**EXTRACTED MATERIAL**:

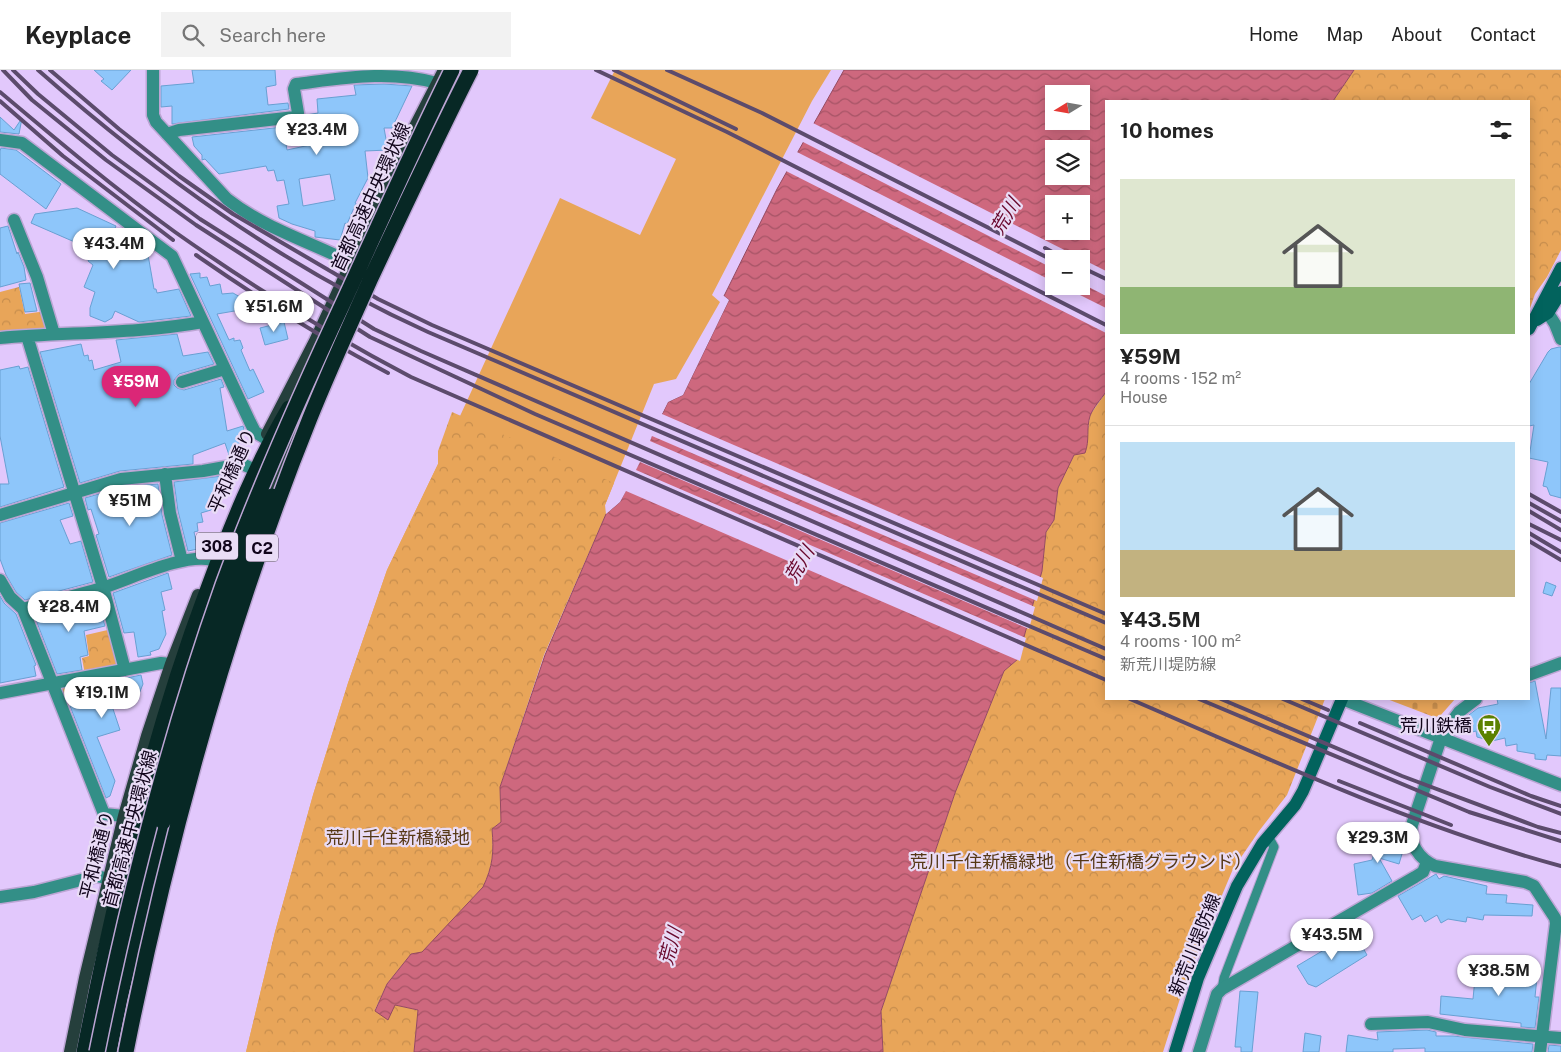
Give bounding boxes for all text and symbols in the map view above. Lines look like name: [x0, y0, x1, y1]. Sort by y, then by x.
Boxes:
search box: [161, 12, 511, 57]
text: Keyplace: [25, 21, 131, 49]
icon: search: [179, 21, 207, 49]
text: Search here: [219, 24, 326, 46]
text: Home: [1249, 24, 1299, 45]
text: Map: [1327, 24, 1363, 45]
text: About: [1391, 24, 1442, 45]
text: Contact: [1470, 24, 1536, 45]
north arrow: [1045, 85, 1090, 130]
map controls: [1045, 85, 1090, 295]
pin: ¥23.4M: [276, 114, 358, 156]
icon: filters: [1487, 116, 1515, 144]
text: 10 homes: [1120, 118, 1214, 143]
street label: 首都高速中央環状線: [327, 119, 414, 275]
text: ¥23.4M: [287, 120, 347, 139]
button: layers: [1045, 140, 1090, 185]
water label: 荒川: [986, 192, 1025, 238]
button: +: [1045, 195, 1090, 240]
icon: home: [1273, 211, 1363, 301]
pin: ¥43.4M: [73, 228, 155, 270]
text: ¥43.4M: [83, 234, 145, 253]
button: −: [1045, 250, 1090, 295]
pin: ¥51.6M: [233, 290, 315, 333]
text: ¥51.6M: [245, 297, 303, 316]
text: ¥59M: [1120, 344, 1181, 369]
pin: ¥59M: [106, 366, 166, 408]
text: 4 rooms · 152 m²: [1120, 369, 1241, 388]
text: ¥59M: [113, 372, 159, 391]
text: House: [1120, 388, 1168, 407]
street label: 平和橋通り: [204, 425, 259, 516]
icon: home: [1273, 474, 1363, 564]
pin: ¥51M: [100, 484, 160, 527]
text: ¥51M: [109, 491, 151, 510]
road number: 308: [196, 532, 238, 560]
road number: C2: [246, 534, 278, 562]
water label: 荒川: [780, 540, 819, 586]
pin: ¥28.4M: [28, 590, 110, 633]
text: ¥28.4M: [39, 597, 99, 616]
text: ¥43.5M: [1120, 607, 1201, 632]
text: 4 rooms · 100 m²: [1120, 632, 1241, 651]
text: 新荒川堤防線: [1120, 655, 1216, 674]
pin: ¥19.1M: [61, 676, 143, 719]
text: ¥19.1M: [75, 683, 129, 702]
bus stop icon: 荒川鉄橋: [1476, 713, 1502, 747]
place label: 荒川鉄橋: [1400, 715, 1472, 736]
street label: 首都高速中央環状線: [98, 748, 161, 910]
street label: 平和橋通り: [75, 809, 118, 901]
pin: ¥29.3M: [1337, 822, 1419, 864]
park label: 荒川千住新橋緑地: [326, 827, 470, 848]
text: ¥29.3M: [1348, 828, 1408, 847]
park label: 荒川千住新橋緑地（千住新橋グラウンド）: [910, 851, 1252, 872]
street label: 新荒川堤防線: [1165, 891, 1225, 999]
pin: ¥43.5M: [1291, 918, 1373, 961]
water label: 荒川: [654, 923, 686, 967]
text: ¥43.5M: [1301, 925, 1363, 944]
pin: ¥38.5M: [1458, 954, 1540, 997]
text: ¥38.5M: [1468, 961, 1530, 980]

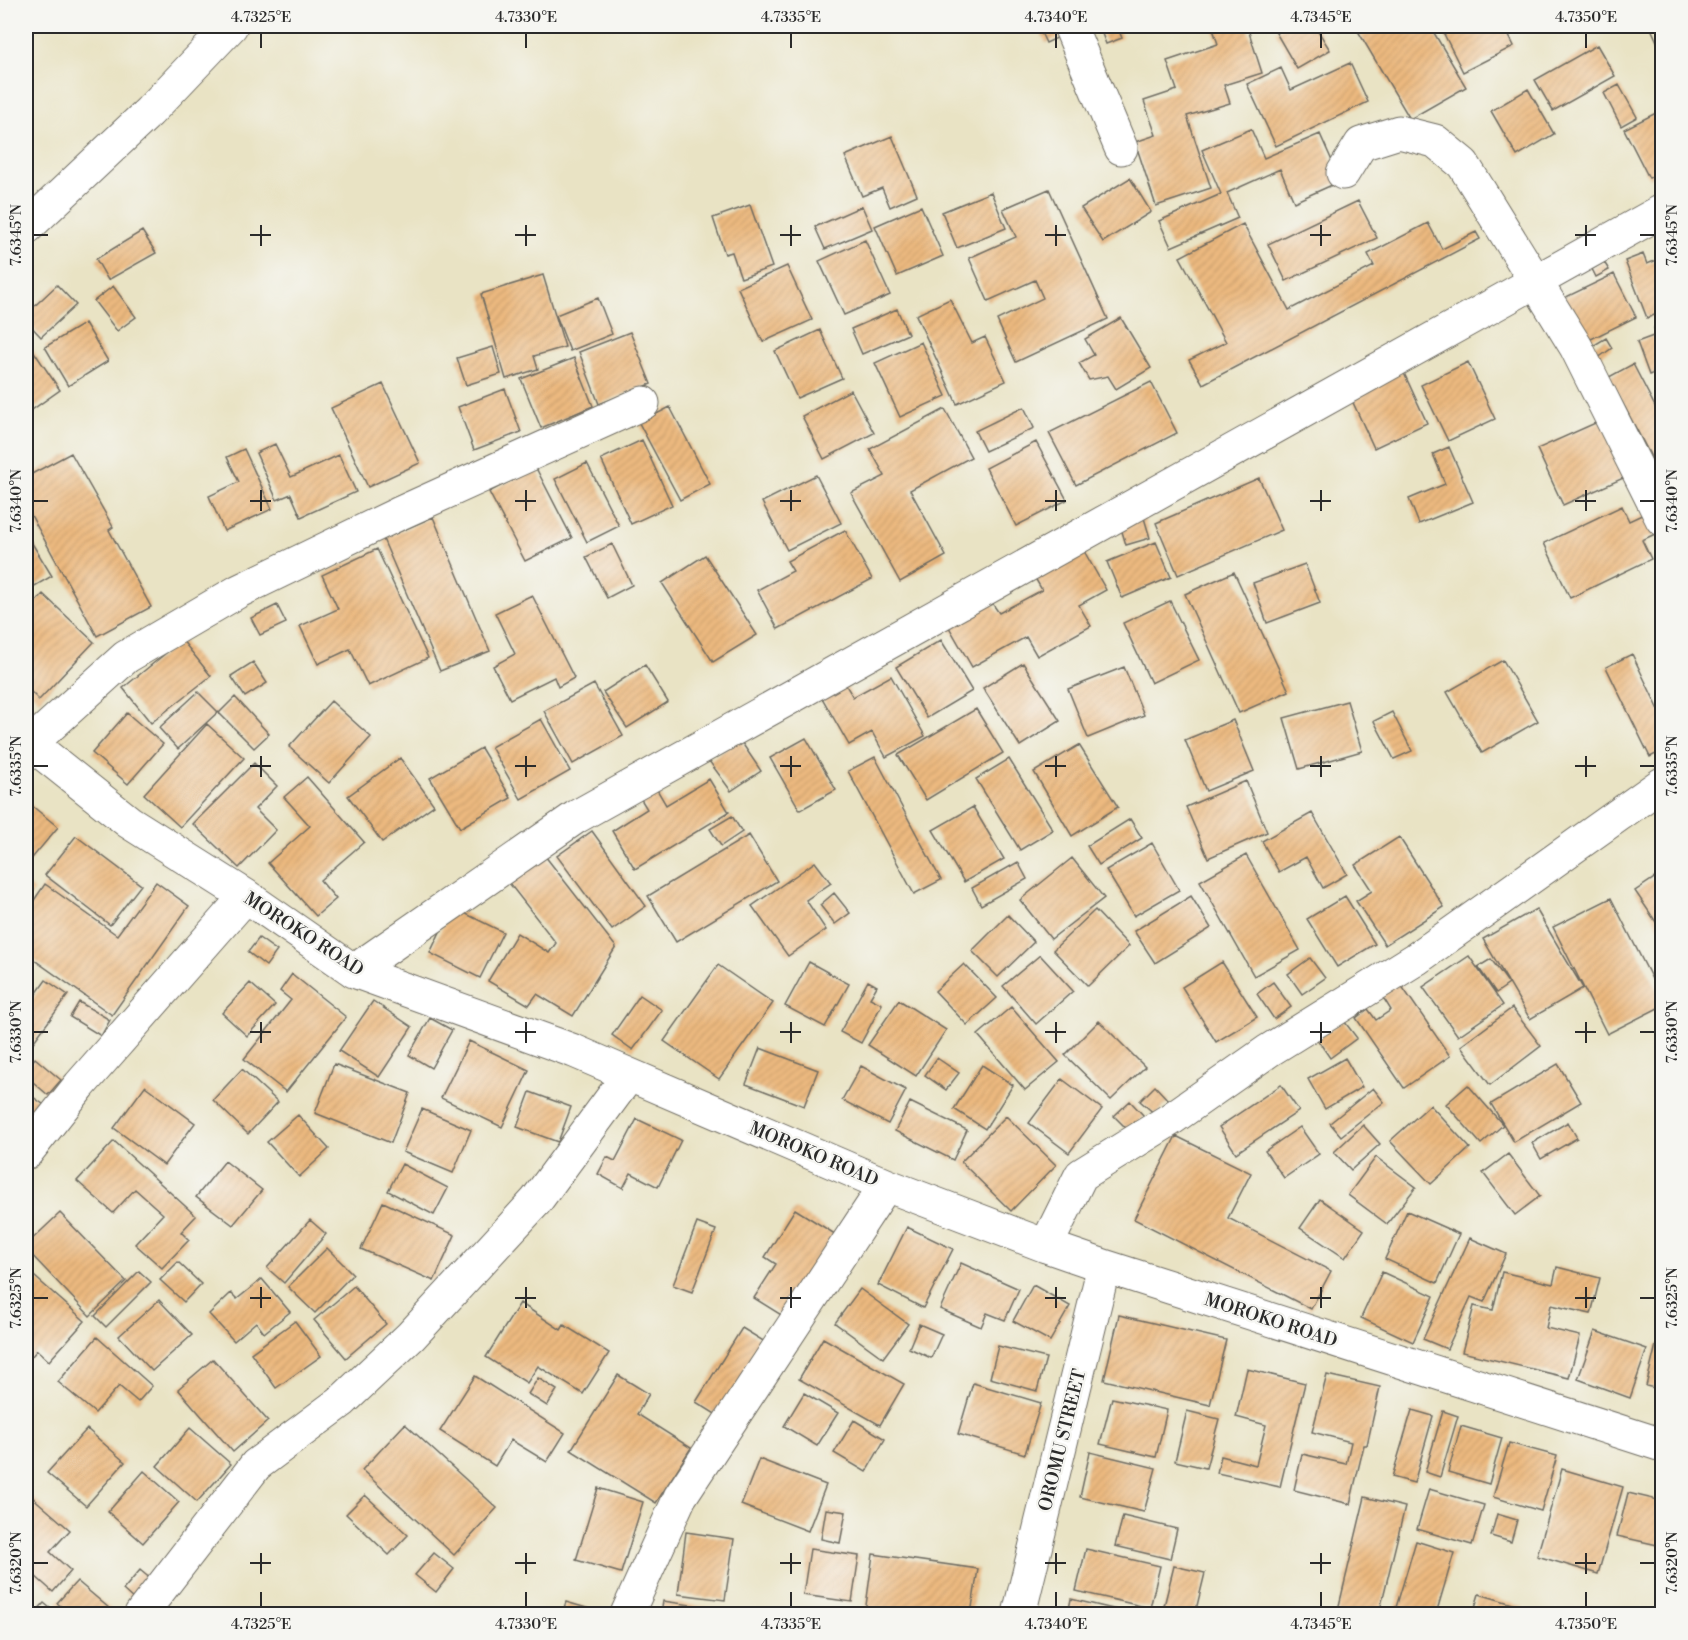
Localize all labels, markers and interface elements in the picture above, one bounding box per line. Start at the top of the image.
text: 4.7325°E [231,8,291,27]
text: 4.7330°E [495,8,557,27]
text: 4.7335°E [761,8,821,27]
text: 4.7340°E [1025,8,1087,27]
text: 4.7345°E [1290,8,1352,27]
text: 4.7350°E [1555,8,1617,27]
text: 7.6345°N [7,204,26,266]
text: 7.6345°N [1663,204,1682,266]
text: 7.6340°N [7,469,26,533]
text: 7.6340°N [1663,469,1682,533]
text: 7.6335°N [7,735,26,797]
text: 7.6335°N [1663,735,1682,797]
street label: MOROKO ROAD [239,887,368,982]
text: 7.6330°N [7,1001,26,1063]
text: 7.6330°N [1663,1001,1682,1063]
street label: MOROKO ROAD [746,1117,882,1192]
text: 7.6325°N [7,1267,26,1329]
text: 7.6325°N [1663,1267,1682,1329]
street label: MOROKO ROAD [1201,1288,1340,1353]
street label: OROMU STREET [1034,1366,1091,1514]
text: 7.6320°N [7,1531,26,1595]
text: 7.6320°N [1663,1531,1682,1595]
text: 4.7325°E [231,1615,291,1634]
text: 4.7330°E [495,1615,557,1634]
text: 4.7335°E [761,1615,821,1634]
text: 4.7340°E [1025,1615,1087,1634]
text: 4.7345°E [1290,1615,1352,1634]
text: 4.7350°E [1555,1615,1617,1634]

**YOUR OBJECTIVE**: Your reply should be a single number: the count of lines above that include the string "MOROKO".

**WRITTEN SOLUTION**: 3